# Modeling Student Learning in Python

An exploration of how to model human learing in a geometry tutor using the additive factors model (AFM) as well the extended model that accounts for slipping (AFM+S).

# Problem Overview

Statistical models of student learning, such as the Additive Factors Model Cen, 2009), have been getting a lot of attention recently at educational technology conferences, such as Educational Data Mining. These models are used to estimate students’ knowledge of particular cognitive skills (e.g., how to compute the sum two numbers) given their problem-solving process data. The learned estimates can then be used to predict subsequent student performance and to inform adaptive problem selection. In particular, educational technologies, such as intelligent tutoring systems, can use these estimates to assign each student practice problems that target their specific weaknesses, so that they do not waste time practicing skills they already know. There is some evidence that the time savings with this approach is substantial (Yudelson and Koedinger, 2013); for example, studies have shown that students can double their learning in the same time (Pane et al., 2013) or learn more in approximately half the time (Lovett et al., 2008) when using an adaptive intelligent tutoring system.

Additionally, statistical models of learning can be used to identify the component skills that students are learning in a particular digital learning environment. A key element of these models is that researchers must label the steps of each problem with the skills that they believe are needed to correctly perform them. Researchers can then develop alternative skill models (also called knowledge component models, using the convention from Koedinger et al., (2012) and see which models result in an increased ability to predict the student behavior. The division between skills might not seem important, but is in fact crucial for adaptive problem selection in that it makes the adaptive selection more precise. When skills are too coarse, students spend time practicing sub-skills they don’t need to. Conversely, when they are too fine, students have to do additional work to prove that they know each skill when, in fact, multiple skills are actually just the same skill.

Given the usefulness of these models and their practical applications, a lot of work has been done to make it easier for researchers to develop new models (both statistical and skill). One resource that I constantly rely on for my research is DataShop, an online public repository for student learning data that (at the time of this writing) contains more than 193 million student transactions across 821 datasets. Further, the DataShop platform also implements the Additive Factors Model, a popular statistical model of student learning, so it is easy to start investigating learning in the available datasets.

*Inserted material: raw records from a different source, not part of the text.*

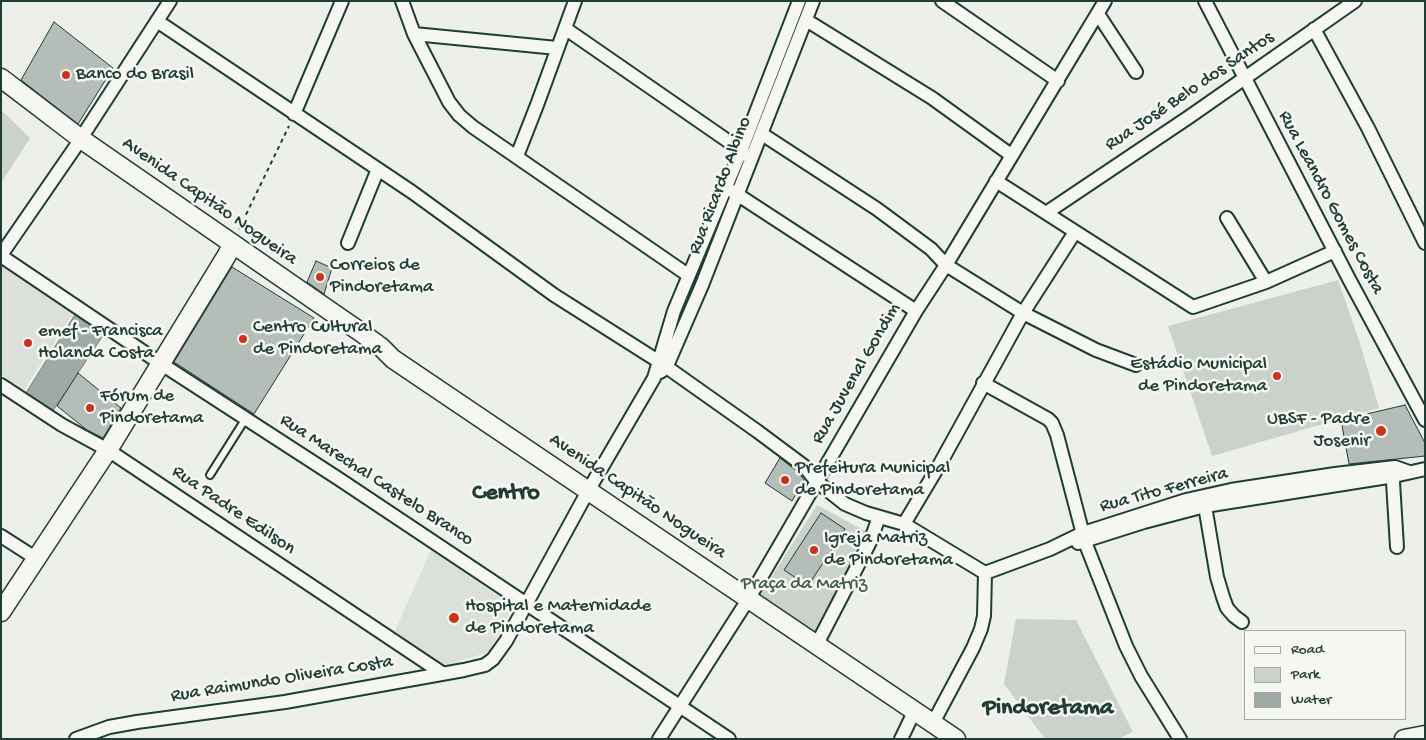 <!DOCTYPE html>
<html>
<head>
<meta charset="utf-8">
<style>
  body { margin:0 }
  #map { position:relative; width:1426px; height:740px; overflow:hidden; background:#edefea; font-family:"Gochi Hand",sans-serif }
  canvas { display:block }
  .frame { position:absolute; inset:0; border:2px solid #1f3d34; pointer-events:none }
  .legend { position:absolute; left:1244px; top:630px; width:162px; height:90px; box-sizing:border-box; background:#f6f6f2; border:1px solid #a0aca6; margin:0; padding:6px 9px; list-style:none; font-size:15px; color:#1f3d34 }
  .legend li { display:flex; align-items:center; gap:10px; height:25px }
  .legend b { width:25px; border:1px solid #a0aca6 }
</style>
</head>
<body>
<div id="map">
<canvas width="1426" height="740"></canvas>
<div class="frame"></div>
<ul class="legend">
<li><b style="height:6px;background:#f6f6f2"></b>Road</li>
<li><b style="height:14px;background:#cbd2cc"></b>Park</li>
<li><b style="height:14px;background:#9faaa4"></b>Water</li>
</ul>
</div>
<script>
const ctx = document.querySelector('canvas').getContext('2d');
ctx.lineJoin = 'round';
function fillPath(path, color) { ctx.fillStyle = color; ctx.fill(path, 'evenodd'); }
const poly = rows => new Path2D(rows.map(r => 'M' + r).join(''));
function trace(path, color, width, dash) { ctx.strokeStyle = color; ctx.lineWidth = width; ctx.lineCap = dash ? 'butt' : 'round'; ctx.setLineDash(dash || []); ctx.stroke(path); }
function write(font, color, halo, rows, align = 'center') {
  ctx.font = font + ' "Gochi Hand",sans-serif'; ctx.lineWidth = 5; ctx.setLineDash([]); ctx.textBaseline = 'middle'; ctx.strokeStyle = halo; ctx.fillStyle = color; for (const [text, x, y, turn = 0] of rows) {
    ctx.save(); ctx.translate(x, y); ctx.rotate((+turn || 0) * Math.PI / 180); ctx.textAlign = isNaN(turn) ? turn : align; if (halo) ctx.strokeText(text, 0, 0); ctx.fillText(text, 0, 0); ctx.restore();
  }
}
fillPath(poly([
  [1,266,74,312,24,390,1,374],
  [431,550,513,606,489,652,443,666,395,631]
]), '#dce0db');
fillPath(poly([
  [1,110,30,138,1,183],
  [1338,280,1360,343,1379,408,1212,456,1168,326],
  [817,505,867,532,815,634,760,595],
  [1016,619,1076,620,1133,732,1118,739,1045,739,1004,684]
]), '#cbd2cc');
const water = poly([
  [76,313,104,334,52,412,26,393,76,313]
]);
fillPath(water, '#9faaa4');
trace(water, '#6c7e77', 1);
const building = poly([
  [54,22,113,68,78,124,21,80,54,22],
  [316,261,332,268,324,294,307,282,316,261],
  [232,267,314,318,254,414,174,362,232,267],
  [78,373,121,408,103,438,87,430,57,406,78,373],
  [1405,405,1425,443,1425,456,1349,464,1341,420,1405,405],
  [780,458,798,472,804,480,792,501,765,483,780,458],
  [821,513,845,529,808,586,784,570,821,513]
]);
fillPath(building, '#b4bdb8');
trace(building, '#1f3d34', 1);
const service = poly([
  [210,475,246,418]
]);
const minor = poly([
  [402,1,414,34,449,102,459,115,473,127,688,275],
  [942,1,1058,81],
  [1205,1,1349,279,1425,420],
  [1098,14,1136,72],
  [806,20,932,98,1011,155],
  [157,21,412,192,554,295,658,361,757,431,804,466,816,481,845,504,866,513,904,524,985,573,984,616,981,629,973,648,933,723],
  [566,29,725,139,746,155],
  [1314,29,1368,128,1425,243],
  [414,34,557,48],
  [294,114,342,1],
  [762,134,877,209,931,249,946,265,1023,313,1096,350,1136,365],
  [517,156,537,105,575,1],
  [996,181,1193,307,1266,282,1335,251],
  [732,191,916,311],
  [1046,213,1189,117,1355,1],
  [1227,218,1266,282],
  [348,243,378,169],
  [1,255,74,149,170,1],
  [1,256,160,363,339,479,729,739],
  [660,372,666,368,702,285,813,1],
  [983,383,1048,419,1052,423,1057,435,1085,542,1126,646,1141,676,1180,739],
  [1,385,62,425,108,450,442,673],
  [1395,470,1393,482,1397,547],
  [1205,506,1217,577,1223,597,1227,608,1234,616,1242,622],
  [904,524,941,462,1023,313,1075,232],
  [1,536,37,559],
  [1078,543,1144,522,1205,506,1394,476,1425,469],
  [985,573,1050,549,1083,533,1186,500,1231,490,1335,474,1395,467,1409,472],
  [817,644,870,542,879,517],
  [76,739,109,727,137,722,285,702,464,670,485,665,493,659,506,641,588,491,654,378,674,311,741,151,799,1],
  [659,739,749,598,916,311,946,265,1105,1],
  [901,739,915,710]
]);
const secondary = poly([
  [1,78,81,139,359,331,381,347,393,359,956,739],
  [1,612,108,450,227,255,232,244],
  [1404,739,1425,735]
]);
trace(service, '#1f3d34', 10);
trace(minor, '#1f3d34', 16);
trace(secondary, '#1f3d34', 21);
trace(poly([
  [239,229,289,126]
]), '#1f3d34', 2, [4, 4]);
trace(service, '#f6f6f2', 6);
trace(minor, '#f6f6f2', 12);
trace(secondary, '#f6f6f2', 18);
for (const [x, y, r, color] of [
  [66,75,5,"#c8321e"],
  [320,277,5,"#c8321e"],
  [243,339,5,"#c8321e"],
  [28,343,5,"#c8321e"],
  [1277,376,5,"#c8321e"],
  [90,408,5,"#c8321e"],
  [1381,431,6,"#c8321e"],
  [785,480,5,"#c8321e"],
  [814,550,5,"#c8321e"],
  [454,618,6,"#c8321e"]
]) { const dot = new Path2D(); dot.arc(x, y, r, 0, 2 * Math.PI); ctx.fillStyle = color; ctx.fill(dot); trace(dot, '#f6f6f2', 2); }
write('19px', '#1f3d34', '#f6f6f2', [
  ["Banco do Brasil",76,75],
  ["Correios de",330,266],
  ["Pindoretama",330,288],
  ["Centro Cultural",253,328],
  ["de Pindoretama",253,350],
  ["emef - Francisca",38,332],
  ["Holanda Costa",38,354],
  ["Estádio Municipal",1267,365,"right"],
  ["de Pindoretama",1267,387,"right"],
  ["Fórum de",100,397],
  ["Pindoretama",100,419],
  ["UBSF - Padre",1370,420,"right"],
  ["Josenir",1370,442,"right"],
  ["Prefeitura Municipal",795,469],
  ["de Pindoretama",795,491],
  ["Igreja Matriz",824,539],
  ["de Pindoretama",824,561],
  ["Hospital e Maternidade",465,607],
  ["de Pindoretama",465,629]
], 'left');
write('19px', '#1f3d34', '#f6f6f2', [
  ["Rua José Belo dos Santos",1190,92,-34],
  ["Rua Ricardo Albino",721,186,-69],
  ["Avenida Capitão Nogueira",209,202,35],
  ["Rua Leandro Gomes Costa",1330,203,62],
  ["Rua Juvenal Gondim",857,374,-60],
  ["Rua Marechal Castelo Branco",376,481,33],
  ["Rua Tito Ferreira",1164,491,-15],
  ["Avenida Capitão Nogueira",637,497,34],
  ["Rua Padre Edilson",233,511,34],
  ["Rua Raimundo Oliveira Costa",282,680,-9]
]);
write('19px', '#415b52', '#f6f6f2', [
  ["Praça da Matriz",804,585]
]);
write('bold 24px', '#1f3d34', '#f6f6f2', [
  ["Centro",506,494],
  ["Pindoretama",1048,709]
]);
</script>
</body>
</html>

While DataShop is capable of running the Additive Factors Model server side, there is no easy way to run the model on your local machine. This is an issue when I want to run different kinds of evaluation on the models that are not available directly in DataShop (e.g., different kinds of cross validation). It is also a problem when you have large datasets because DataShop will not run the Additive Factors Model if the dataset is too big. To overcome this issue some researchers have used R formulas that approximate the model (e.g., see DataShop’s documentation). However, these approximations don’t don’t take into account some of the key features of the Additive Factors Model, such as strictly positive learning rates. Additionally, it isn’t possible to use other variants of of the Additive Factors Model, such as my variant that adds slipping parameters (MacLellan et al., 2015); i.e., it models situations where students get steps wrong even when they correctly know the skills, which is a key feature in other statistical learning models such as Bayesian Knowledge Tracing.

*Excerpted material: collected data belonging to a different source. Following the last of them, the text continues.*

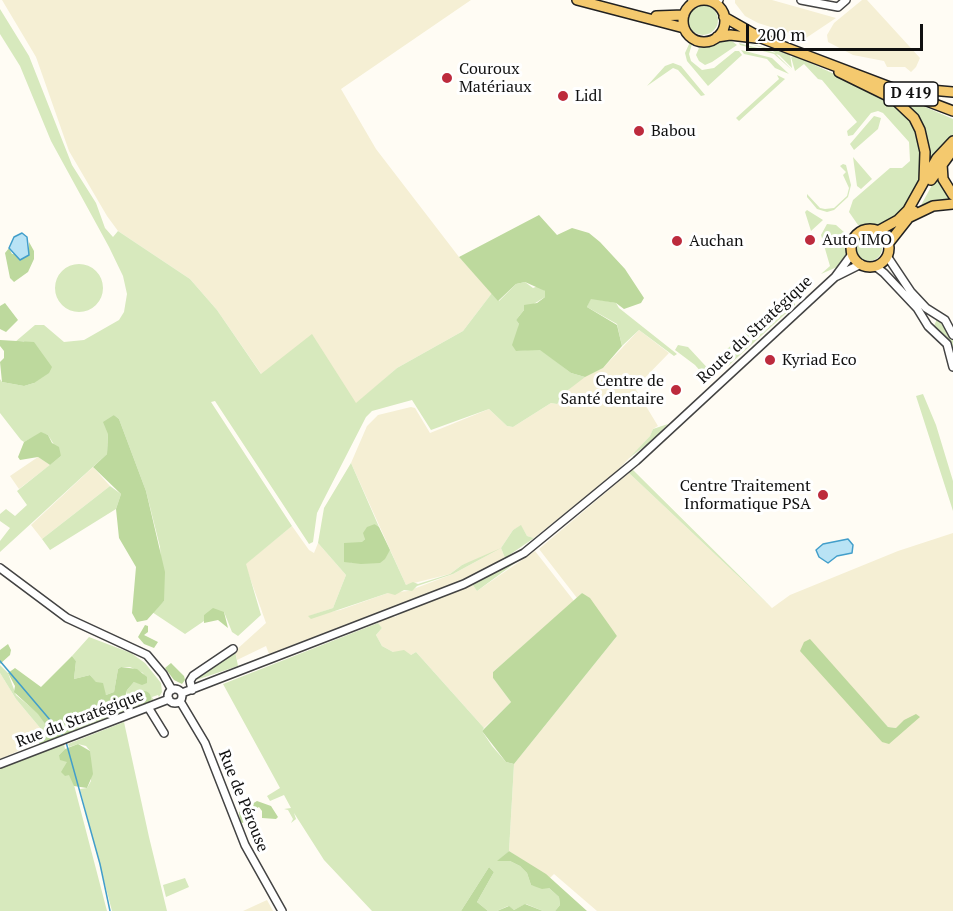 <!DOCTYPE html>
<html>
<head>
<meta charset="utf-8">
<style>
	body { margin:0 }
	#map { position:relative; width:953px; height:911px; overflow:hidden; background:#fffcf4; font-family:"PT Serif",serif }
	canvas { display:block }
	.scale { position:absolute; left:746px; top:24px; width:177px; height:27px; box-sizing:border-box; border:3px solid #101010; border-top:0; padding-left:8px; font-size:18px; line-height:21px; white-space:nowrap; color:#101010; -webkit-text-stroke:4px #fff; paint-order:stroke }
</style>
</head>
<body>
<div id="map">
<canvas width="953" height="911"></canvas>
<div class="scale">200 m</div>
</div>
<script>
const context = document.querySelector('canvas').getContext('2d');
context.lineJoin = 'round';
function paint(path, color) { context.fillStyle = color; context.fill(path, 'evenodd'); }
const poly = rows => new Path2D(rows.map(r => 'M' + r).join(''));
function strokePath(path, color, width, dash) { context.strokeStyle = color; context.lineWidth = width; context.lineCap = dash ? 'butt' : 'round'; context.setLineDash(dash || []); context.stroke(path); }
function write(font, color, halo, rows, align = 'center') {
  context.font = font + ' "PT Serif",serif'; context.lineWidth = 6; context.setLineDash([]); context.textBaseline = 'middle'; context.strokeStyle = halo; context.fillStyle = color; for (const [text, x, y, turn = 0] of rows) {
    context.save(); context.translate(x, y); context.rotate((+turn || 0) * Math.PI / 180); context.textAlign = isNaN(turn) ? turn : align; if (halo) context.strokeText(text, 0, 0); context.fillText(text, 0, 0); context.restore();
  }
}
const farmland = poly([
	[2,0,471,0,341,89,376,149,459,257,492,293,463,331,397,368,356,404,262,375,217,310,190,279,118,231,107,216,69,151,36,57],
	[735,0,772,0,836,18,806,38,758,23,745,16,735,3],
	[862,0,867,0,920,58,916,67,911,72,905,67,887,67,884,61,853,55,828,42,827,35,834,23],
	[639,330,669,353,635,388,658,426,653,429,650,436,616,472,534,538,527,536,521,526,513,530,501,548,478,560,462,565,450,574,406,585,351,463,367,426,378,415,411,407,415,408,430,433,489,409,507,426,513,427,551,403,557,404,563,399,563,395,581,378,603,368],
	[38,457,50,465,19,489,10,476],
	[93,467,110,486,42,539,31,525],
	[629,473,772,608,790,595,898,551,953,533,953,911,597,911,554,874,550,878,509,851,514,764,617,636,582,593,577,598,539,549],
	[855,692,888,727,896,728,904,720,882,742],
	[292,526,309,550,314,553,318,543,346,575,333,608,309,616,340,610,388,593,408,591,453,574,501,548,505,558,476,575,269,654,266,646,237,660,235,651,266,623,245,564],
	[535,551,574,601,493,672,493,678,511,702,484,728,416,652,411,655,393,652,382,646,376,635,382,628,378,623,387,616,395,617,417,605,423,605,472,584,477,591],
	[0,673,16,699,46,735,39,742,0,759],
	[267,900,273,911,243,911]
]);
const green = poly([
	'688 20a15 15 0 1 1 30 0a15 15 0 1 1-30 0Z',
	[0,9,29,56,72,165,96,203,105,228,113,237,118,231,190,279,217,310,261,374,312,334,356,403,397,368,463,331,492,293,499,301,516,284,525,282,533,288,538,286,545,291,545,297,524,310,516,320,519,324,516,351,540,349,571,373,585,377,563,394,563,399,557,404,551,403,513,427,507,426,489,409,431,430,412,400,372,411,366,417,323,501,317,513,313,542,309,544,215,401,211,402,292,526,246,564,261,615,238,636,232,632,224,612,204,615,204,621,185,634,152,612,164,601,160,547,146,491,119,419,114,415,108,434,107,454,0,552,0,541,10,528,0,521,0,514,6,509,15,516,27,505,17,491,61,456,48,435,41,433,24,442,21,440,0,413,0,379,2,382,24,386,34,383,24,341,15,342,35,325,44,325,64,342,84,340,119,320,124,312,127,294,123,276,109,247,51,141,20,66,0,34],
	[728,38,737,45,712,62,705,65,699,61,696,55,699,48],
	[732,39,790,54,792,68,779,55,776,54,792,70,774,54,740,45,739,43,776,53,771,50],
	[690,42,692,44,689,54,691,61,702,70,714,68,735,51,739,51,742,55,708,86,687,61,685,53],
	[741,50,772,58,789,74,775,68,767,59,744,54],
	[795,56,889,99,912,120,922,150,920,182,902,213,878,226,858,225,849,212,853,200,890,168,902,168,910,161,909,142,883,113,878,111,871,113,853,135,848,136,847,131,857,122,822,80,818,79,804,64,795,71,791,57],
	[673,63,681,66,705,95,701,96,678,70,673,68,647,86,665,66],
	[777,75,785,79,739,121,736,118,779,79],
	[877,86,953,119,953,135,938,149,926,170,915,114,904,102],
	[874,116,881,118,878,129,854,150,850,144],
	[853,157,872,179,861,189,857,186],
	[843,164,846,165,851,185,848,197,834,210,827,212,817,209,807,197,807,194,820,208,825,209,834,208,847,196,849,188,843,175,846,172,840,166],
	[937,176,952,200,920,207],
	[807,210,823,220,811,231,805,212],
	[827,224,836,225,845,233,846,257,837,267,821,274,830,266,821,235],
	'856 248a13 13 0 1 1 26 0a13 13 0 1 1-26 0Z',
	'55 288a24 24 0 1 1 48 0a24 24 0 1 1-48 0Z',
	[794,286,795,305,728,366,724,366,719,356,787,297,787,293],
	[591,298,616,303,619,308,677,354,674,356,639,330,622,346,617,324,587,307],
	[937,319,941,320,948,336,953,340,953,352,947,337,933,328],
	[678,345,688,347,714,375,708,380,695,365,675,350],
	[923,394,936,425,953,481,953,511,916,396],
	[668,424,653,440,629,458,650,436,653,429],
	[351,463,379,527,375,524,362,543,344,543,351,563,370,563,390,550,406,585,413,582,418,584,450,574,462,565,501,548,513,530,521,525,527,536,534,538,505,558,501,548,453,574,417,586,412,591,404,590,395,595,388,593,311,619,308,616,333,608,346,575,318,543,324,508],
	[632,469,772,608,629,473],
	[110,486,121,494,116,509,50,550,42,539],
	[533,550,477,591,472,584,515,562],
	[378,623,382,628,376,635,382,646,393,652,404,650,411,655,416,652,484,728,482,731,492,746,506,762,514,764,509,851,498,861,510,861,520,866,527,873,531,885,549,888,559,897,560,905,555,911,543,911,526,904,514,910,508,906,497,911,488,911,477,902,494,872,489,867,461,911,372,911,324,860,294,813,296,819,291,823,293,819,288,810,284,809,291,808,284,795,270,801,267,796,280,788,223,684],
	[89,637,131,653,145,663,161,683,162,692,159,697,158,695,152,697,154,701,151,703,149,697,138,701,142,706,77,730,75,723,89,712,127,697,127,690,134,682,147,683,143,673,130,667,121,667,118,669,114,692,106,695,90,675,74,679,76,661,72,656],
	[235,651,238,666,193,681,200,674],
	[0,665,8,673,16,695,39,714,48,728,46,735,16,699,0,673],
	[124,722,149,837,167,911,112,911,80,789,87,788,91,781,90,751,86,746,78,744,69,747,68,744],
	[64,744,65,749,59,755,68,762,107,911,0,911,0,767],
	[185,878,189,887,166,897,163,885]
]);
const forest = poly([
	[539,215,557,235,572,228,589,233,600,242,625,269,644,298,641,303,624,309,616,303,591,299,587,307,617,325,622,346,603,368,585,377,571,373,540,350,516,351,512,345,519,324,516,320,524,310,524,305,537,303,545,297,545,291,525,282,516,284,498,301,459,257],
	[29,242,34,251,34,259,28,272,14,282,10,278,5,253,9,248,12,254,29,255],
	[5,303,18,320,6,332,0,329,0,306],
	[0,340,34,342,52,367,49,373,34,383,24,386,2,382,0,362,4,358,4,351,0,346],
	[114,415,119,419,146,491,165,572,164,601,147,620,137,622,132,613,136,567,119,538,116,509,121,494,93,467,107,454,108,434,103,422],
	[41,432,48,435,52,443,59,447,61,456,50,465,38,457,20,460,18,457,24,442],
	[375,524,379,527,390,550,385,559,380,563,361,564,344,562,344,543,362,542,365,539,363,533,367,527],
	[582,593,590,598,617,636,514,764,506,762,482,731,511,702,493,678,493,672],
	[213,608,224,612,228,628,218,620,204,623,204,615],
	[145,625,148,626,148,632,144,635,158,642,154,648,144,644,138,637],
	[810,639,888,727,896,728,904,720,916,714,920,717,889,744,882,742,800,651,804,642],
	[8,644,11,650,10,655,0,664,0,650],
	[72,656,76,661,74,679,90,675,96,682,103,683,106,695,114,692,118,669,121,667,137,669,147,677,147,683,142,685,134,682,127,690,125,699,117,702,117,707,112,711,98,709,89,712,90,719,86,723,78,721,75,723,77,730,40,745,39,742,48,732,48,728,38,714,14,692,15,686,8,673,15,668,41,687],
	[171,663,184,676,185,680,182,684,174,680,165,668],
	'137 698a7 7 0 1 1 14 0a7 7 0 1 1-14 0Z',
	[78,744,90,751,93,774,87,788,74,786,69,775,65,776,61,772,67,762,60,760,59,755,65,749],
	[257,801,271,806,278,817,276,819,262,818,262,811,259,807,247,813,243,823,240,822,239,812],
	[509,851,546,874,587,911,555,911,560,905,559,897,549,888,542,889,531,885,527,873,520,866,510,861,497,861],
	[489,867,494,872,477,902,488,911,461,911],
	[525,904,543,911,497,911,509,906,514,910]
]);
const water = poly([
	[22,233,27,237,29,255,20,260,9,248,14,237,22,233],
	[848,539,853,545,852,553,837,556,828,563,819,557,816,550,823,544,848,539]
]);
const stream = poly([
	[0,661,62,734],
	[66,742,100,864,110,911]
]);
const minor = poly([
	[692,0,694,3],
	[801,0,838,7,846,0],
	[716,4,719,0],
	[887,256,911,292,926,308,945,320,953,335],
	[875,266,884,273,917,308,928,326,947,344,953,367],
	[837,276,861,264],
	[0,568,67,618,147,655,163,674,172,690],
	'168 696a7 7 0 1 1 14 0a7 7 0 1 1-14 0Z',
	[192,690,190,681,193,676,233,649],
	[182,693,464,584,524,553,636,461,835,277,852,254],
	[180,701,205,743,245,845,282,911],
	[148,707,164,733],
	[0,764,169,699]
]);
const major = poly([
	[577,0,684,28],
	'683 21a21 21 0 1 1 42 0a21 21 0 1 1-42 0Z',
	[656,16,684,15],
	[724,17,761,38,953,111],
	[717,37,730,35,756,38],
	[839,72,894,99,914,118,920,130,925,152,924,181],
	[908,88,953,92],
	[942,164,943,179,953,195],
	[931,180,953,150],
	[910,217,933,206,953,204],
	'851 248a19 19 0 1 1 38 0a19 19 0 1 1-38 0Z',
	[878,231,898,220,908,210,937,158,953,141],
	[888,244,914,211]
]);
const markers = [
	[447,78,6,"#bd2b3d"],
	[563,96,6,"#bd2b3d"],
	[639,131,6,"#bd2b3d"],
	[810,240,6,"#bd2b3d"],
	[677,241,6,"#bd2b3d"],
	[770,360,6,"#bd2b3d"],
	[676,390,6,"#bd2b3d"],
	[823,495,6,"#bd2b3d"]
];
const shields = [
	[911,94,54]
];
const shieldNames = [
	["D 419",911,94]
];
const poiNames = [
	["Couroux",459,69],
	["Matériaux",459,87],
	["Lidl",575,96],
	["Babou",651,131],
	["Auto IMO",822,240],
	["Auchan",689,241],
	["Kyriad Eco",782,360],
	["Centre de",664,381,"right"],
	["Santé dentaire",664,399,"right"],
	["Centre Traitement",811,486,"right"],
	["Informatique PSA",811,504,"right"]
];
const streetNames = [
	["Route du Stratégique",755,330,-43],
	["Rue du Stratégique",80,719,-21],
	["Rue de Pérouse",243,801,68]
];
paint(farmland, '#f5efd4');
paint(green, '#d7e9bd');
paint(forest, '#bdd99d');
paint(water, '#b9e3f5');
strokePath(water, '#429eca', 1.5);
strokePath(stream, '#429eca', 1.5);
strokePath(minor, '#434343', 10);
strokePath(major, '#212121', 12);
strokePath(minor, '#fff', 7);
strokePath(major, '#f4c96e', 9);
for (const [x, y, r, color] of markers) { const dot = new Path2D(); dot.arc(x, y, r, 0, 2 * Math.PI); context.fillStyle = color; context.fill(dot); strokePath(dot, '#fff', 2); }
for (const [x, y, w] of shields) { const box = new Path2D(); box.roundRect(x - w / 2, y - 12, w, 24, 4.5); context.fillStyle = '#fff'; context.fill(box); strokePath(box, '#101010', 1.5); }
write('bold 15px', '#101010', null, shieldNames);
write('16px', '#101010', '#fff', poiNames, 'left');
write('16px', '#101010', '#fff', streetNames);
</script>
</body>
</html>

To address this issues I implemented both the standard Additive Factors Model (AFM) and my Additive Factors Model + Slip (AFM+Slip) in Python. Further, I wrote the code so that it accepts data files that are in DataShop format (thanks to Erik Harpstead, we should be able to support both transaction-level and student-step-level exports). The code, which I am tentatively calling pyAFM, is available on my GitHub repository. In this blog post, I briefly review these two models that I implement (AFM and AFM+Slip) and provide an example of how they can be applied to one of the public datasets on DataShop.

# Background

The Additive Factors Model, and other students models such as Bayesian Knowledge Tracing (Corbett & Anderson, 1994), extend traditional Item-Response Theory models to model student learning (IRT only models item difficulty and student skill). A key component of these modeling approaches is something called a Q-Matrix (Barnes, 2005), which is mapping of student steps to the skills, or knowledge components, needed to solve them . An initial mapping is typically based on problem types. For example, all problems in the multiplication unit might be labeled with the multiplication skill. Another common initial mapping is to assign each unique step to its own skill (this is basically what most IRT models do). However, good mappings can be difficult to find and often require researchers to iteratively test mappings to see which better fits the student data. Approaches that utilize Q matrices and that model learning typically fit the data substantially better than simple regression models based on problem type alone, such as the technique discussed in this Khan Academy blog post, because they take the effects of different component skills and learning into account.

# Additive Factors Model

Many student learning models have been proposed that utilize Q matrices and that model learning, but I’ve chosen to focus on the Additive Factors Model, which is one of the more popular models. The Additive Factors Model is a type of logistic regression model. As such, it assumes that the probability that a student will get step i correct (\(p_i\)) follows a logistic function:

\[p_i = \frac{1}{1 + e^{-z_i}}\]

In the case of Additive Factors Model,

\[z_i = \alpha_{student(i)} + \sum_{k \in KCs(i)} (\beta_k + \gamma_k \times opp(k, i))\]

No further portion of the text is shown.